(Stored data)
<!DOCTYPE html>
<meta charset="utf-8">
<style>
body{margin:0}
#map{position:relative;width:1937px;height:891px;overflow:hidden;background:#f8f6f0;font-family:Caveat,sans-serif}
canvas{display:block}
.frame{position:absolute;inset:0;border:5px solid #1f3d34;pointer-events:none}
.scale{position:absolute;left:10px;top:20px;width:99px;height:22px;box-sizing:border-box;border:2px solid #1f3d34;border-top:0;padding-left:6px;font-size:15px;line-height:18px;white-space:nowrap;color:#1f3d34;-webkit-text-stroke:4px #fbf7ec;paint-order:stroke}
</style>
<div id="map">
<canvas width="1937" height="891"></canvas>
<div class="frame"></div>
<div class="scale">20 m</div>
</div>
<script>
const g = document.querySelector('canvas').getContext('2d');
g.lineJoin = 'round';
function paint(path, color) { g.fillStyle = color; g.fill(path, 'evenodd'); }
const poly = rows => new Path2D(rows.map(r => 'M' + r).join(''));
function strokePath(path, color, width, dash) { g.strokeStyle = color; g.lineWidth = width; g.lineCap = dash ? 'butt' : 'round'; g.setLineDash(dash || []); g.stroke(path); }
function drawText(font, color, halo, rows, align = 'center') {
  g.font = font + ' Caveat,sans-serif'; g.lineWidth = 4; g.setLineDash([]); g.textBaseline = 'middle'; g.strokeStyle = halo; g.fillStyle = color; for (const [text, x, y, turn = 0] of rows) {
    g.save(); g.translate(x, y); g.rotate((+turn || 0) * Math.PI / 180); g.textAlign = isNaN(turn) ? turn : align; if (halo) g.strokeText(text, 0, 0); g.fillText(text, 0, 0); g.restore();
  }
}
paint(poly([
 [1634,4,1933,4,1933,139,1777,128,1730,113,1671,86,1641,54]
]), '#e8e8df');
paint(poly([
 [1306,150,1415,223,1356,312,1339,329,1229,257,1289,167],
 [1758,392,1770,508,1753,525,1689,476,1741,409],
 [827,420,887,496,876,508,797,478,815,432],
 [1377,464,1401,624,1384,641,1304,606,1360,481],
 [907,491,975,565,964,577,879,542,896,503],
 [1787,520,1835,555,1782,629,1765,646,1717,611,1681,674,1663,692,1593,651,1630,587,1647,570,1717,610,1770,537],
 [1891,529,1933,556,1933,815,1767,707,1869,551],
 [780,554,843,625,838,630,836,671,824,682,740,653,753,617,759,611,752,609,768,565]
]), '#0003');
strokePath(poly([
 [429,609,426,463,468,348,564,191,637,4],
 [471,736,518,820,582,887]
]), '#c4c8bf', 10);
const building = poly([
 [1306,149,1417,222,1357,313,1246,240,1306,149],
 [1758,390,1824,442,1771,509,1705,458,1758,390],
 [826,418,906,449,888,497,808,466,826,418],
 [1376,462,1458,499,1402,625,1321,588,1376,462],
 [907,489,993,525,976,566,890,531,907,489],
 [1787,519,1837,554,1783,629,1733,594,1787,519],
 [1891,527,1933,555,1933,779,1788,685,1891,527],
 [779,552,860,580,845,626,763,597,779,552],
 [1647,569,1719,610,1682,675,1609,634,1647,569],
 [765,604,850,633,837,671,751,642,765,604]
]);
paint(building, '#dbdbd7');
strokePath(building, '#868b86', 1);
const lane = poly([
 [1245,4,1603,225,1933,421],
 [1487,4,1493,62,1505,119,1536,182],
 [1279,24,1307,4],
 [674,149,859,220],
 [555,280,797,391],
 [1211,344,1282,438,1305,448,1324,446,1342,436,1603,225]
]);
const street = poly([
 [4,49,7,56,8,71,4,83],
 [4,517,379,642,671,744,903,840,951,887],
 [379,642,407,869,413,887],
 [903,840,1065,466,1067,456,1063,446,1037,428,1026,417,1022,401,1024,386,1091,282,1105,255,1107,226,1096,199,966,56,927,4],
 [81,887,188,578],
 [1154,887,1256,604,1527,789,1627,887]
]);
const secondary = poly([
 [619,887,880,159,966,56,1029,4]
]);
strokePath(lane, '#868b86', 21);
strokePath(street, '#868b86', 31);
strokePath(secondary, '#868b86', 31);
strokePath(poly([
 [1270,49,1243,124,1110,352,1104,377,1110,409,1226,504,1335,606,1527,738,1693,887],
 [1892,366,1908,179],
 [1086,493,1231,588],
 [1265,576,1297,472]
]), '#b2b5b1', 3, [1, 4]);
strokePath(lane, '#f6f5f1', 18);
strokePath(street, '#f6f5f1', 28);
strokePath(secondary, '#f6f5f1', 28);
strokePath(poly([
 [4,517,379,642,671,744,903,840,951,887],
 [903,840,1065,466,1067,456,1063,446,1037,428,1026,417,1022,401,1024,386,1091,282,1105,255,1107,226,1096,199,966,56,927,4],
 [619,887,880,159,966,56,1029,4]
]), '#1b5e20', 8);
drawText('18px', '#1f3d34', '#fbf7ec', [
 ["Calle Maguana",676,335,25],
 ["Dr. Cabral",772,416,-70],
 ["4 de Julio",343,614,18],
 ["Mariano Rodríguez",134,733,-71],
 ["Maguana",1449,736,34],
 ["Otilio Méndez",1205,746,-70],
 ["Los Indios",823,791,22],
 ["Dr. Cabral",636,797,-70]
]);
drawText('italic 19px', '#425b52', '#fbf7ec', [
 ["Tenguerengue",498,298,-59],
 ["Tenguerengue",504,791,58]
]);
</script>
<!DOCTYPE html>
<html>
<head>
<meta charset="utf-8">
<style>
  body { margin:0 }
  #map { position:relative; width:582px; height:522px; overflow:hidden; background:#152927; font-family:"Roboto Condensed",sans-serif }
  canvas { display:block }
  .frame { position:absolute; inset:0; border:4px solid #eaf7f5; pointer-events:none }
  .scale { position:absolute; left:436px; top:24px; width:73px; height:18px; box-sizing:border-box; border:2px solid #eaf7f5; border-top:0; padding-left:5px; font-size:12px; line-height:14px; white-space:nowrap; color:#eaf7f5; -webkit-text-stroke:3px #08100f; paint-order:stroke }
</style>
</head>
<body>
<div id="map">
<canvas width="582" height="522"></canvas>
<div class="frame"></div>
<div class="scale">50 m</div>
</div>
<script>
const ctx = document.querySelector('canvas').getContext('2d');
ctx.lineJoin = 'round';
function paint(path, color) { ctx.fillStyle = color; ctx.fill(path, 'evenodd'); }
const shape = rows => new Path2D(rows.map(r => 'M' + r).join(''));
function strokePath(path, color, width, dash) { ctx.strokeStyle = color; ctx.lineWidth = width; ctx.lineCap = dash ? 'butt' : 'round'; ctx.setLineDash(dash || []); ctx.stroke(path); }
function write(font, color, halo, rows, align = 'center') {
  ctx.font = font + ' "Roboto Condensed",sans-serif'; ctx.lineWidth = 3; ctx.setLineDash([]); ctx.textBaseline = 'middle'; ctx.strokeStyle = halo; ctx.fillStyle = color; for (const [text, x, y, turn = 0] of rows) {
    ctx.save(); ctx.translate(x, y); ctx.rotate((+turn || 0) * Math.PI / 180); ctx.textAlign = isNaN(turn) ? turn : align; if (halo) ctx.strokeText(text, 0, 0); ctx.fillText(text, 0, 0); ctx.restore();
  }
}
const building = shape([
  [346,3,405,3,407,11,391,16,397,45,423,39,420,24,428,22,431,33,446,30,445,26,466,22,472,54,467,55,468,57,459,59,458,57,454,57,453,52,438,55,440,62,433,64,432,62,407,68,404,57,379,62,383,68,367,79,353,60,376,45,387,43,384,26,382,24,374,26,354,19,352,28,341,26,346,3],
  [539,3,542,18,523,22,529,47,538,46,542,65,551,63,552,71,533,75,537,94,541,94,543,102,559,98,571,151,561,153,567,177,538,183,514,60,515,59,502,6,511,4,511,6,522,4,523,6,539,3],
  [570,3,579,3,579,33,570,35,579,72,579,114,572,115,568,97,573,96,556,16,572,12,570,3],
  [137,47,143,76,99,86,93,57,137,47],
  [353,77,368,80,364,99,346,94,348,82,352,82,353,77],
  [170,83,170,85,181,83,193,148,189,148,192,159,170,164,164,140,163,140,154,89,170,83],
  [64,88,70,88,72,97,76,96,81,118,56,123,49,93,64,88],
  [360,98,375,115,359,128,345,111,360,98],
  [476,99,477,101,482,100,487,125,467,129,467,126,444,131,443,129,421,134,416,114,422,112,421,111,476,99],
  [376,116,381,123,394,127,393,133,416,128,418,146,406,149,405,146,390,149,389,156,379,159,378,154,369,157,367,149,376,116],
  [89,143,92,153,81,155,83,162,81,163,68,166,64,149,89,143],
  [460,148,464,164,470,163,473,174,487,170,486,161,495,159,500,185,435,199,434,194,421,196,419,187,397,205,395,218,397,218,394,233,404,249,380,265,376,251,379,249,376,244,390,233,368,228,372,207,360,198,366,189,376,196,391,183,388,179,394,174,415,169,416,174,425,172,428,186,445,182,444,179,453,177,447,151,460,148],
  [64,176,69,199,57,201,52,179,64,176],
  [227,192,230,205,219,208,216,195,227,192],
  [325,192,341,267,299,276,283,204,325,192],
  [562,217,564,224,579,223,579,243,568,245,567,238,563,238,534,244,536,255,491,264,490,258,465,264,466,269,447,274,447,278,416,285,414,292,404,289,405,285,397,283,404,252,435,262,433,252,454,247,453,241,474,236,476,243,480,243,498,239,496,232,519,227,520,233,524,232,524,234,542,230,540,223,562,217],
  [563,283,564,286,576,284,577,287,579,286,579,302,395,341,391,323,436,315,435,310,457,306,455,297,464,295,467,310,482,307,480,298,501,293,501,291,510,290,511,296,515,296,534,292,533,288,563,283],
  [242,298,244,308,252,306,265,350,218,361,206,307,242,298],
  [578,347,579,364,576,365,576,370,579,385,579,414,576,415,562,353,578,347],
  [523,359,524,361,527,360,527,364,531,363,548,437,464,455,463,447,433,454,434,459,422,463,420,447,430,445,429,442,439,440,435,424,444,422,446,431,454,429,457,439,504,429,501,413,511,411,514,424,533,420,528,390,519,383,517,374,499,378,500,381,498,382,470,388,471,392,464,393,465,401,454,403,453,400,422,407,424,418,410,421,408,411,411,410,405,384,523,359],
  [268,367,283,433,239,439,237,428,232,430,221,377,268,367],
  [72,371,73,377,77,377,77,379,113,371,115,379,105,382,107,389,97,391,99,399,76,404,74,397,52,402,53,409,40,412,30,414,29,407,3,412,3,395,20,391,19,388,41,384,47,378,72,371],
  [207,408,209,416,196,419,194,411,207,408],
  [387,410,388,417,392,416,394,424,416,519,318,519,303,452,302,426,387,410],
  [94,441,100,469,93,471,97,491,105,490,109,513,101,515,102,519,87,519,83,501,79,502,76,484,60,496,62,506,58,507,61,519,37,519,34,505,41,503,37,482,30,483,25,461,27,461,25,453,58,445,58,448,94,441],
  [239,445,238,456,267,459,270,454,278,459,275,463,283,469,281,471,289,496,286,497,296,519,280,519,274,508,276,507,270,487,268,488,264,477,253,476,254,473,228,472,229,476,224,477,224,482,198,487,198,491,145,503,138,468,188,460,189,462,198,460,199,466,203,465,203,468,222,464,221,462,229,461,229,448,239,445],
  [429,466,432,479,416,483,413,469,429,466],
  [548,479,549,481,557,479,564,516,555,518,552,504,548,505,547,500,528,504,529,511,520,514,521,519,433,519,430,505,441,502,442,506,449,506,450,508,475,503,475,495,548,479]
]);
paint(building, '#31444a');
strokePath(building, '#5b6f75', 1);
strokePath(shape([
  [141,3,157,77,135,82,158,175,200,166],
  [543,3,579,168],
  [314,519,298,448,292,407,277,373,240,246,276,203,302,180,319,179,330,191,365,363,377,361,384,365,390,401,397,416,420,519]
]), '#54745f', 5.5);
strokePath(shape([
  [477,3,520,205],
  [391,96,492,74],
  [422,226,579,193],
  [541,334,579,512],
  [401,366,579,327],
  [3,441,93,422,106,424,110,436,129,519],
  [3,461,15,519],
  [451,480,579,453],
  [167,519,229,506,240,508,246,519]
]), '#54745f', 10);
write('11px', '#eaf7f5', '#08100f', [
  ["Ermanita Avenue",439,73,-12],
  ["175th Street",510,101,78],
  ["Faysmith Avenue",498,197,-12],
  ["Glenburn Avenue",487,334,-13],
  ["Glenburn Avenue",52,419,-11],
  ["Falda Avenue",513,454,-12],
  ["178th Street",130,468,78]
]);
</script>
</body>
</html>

- [Task instructions]: Search the entries above for the word "lineWidth" and copy each line where it appears.

- [Result below]:
function strokePath(path, color, width, dash) { g.strokeStyle = color; g.lineWidth = width; g.lineCap = dash ? 'butt' : 'round'; g.setLineDash(dash || []); g.stroke(path); }
  g.font = font + ' Caveat,sans-serif'; g.lineWidth = 4; g.setLineDash([]); g.textBaseline = 'middle'; g.strokeStyle = halo; g.fillStyle = color; for (const [text, x, y, turn = 0] of rows) {
function strokePath(path, color, width, dash) { ctx.strokeStyle = color; ctx.lineWidth = width; ctx.lineCap = dash ? 'butt' : 'round'; ctx.setLineDash(dash || []); ctx.stroke(path); }
  ctx.font = font + ' "Roboto Condensed",sans-serif'; ctx.lineWidth = 3; ctx.setLineDash([]); ctx.textBaseline = 'middle'; ctx.strokeStyle = halo; ctx.fillStyle = color; for (const [text, x, y, turn = 0] of rows) {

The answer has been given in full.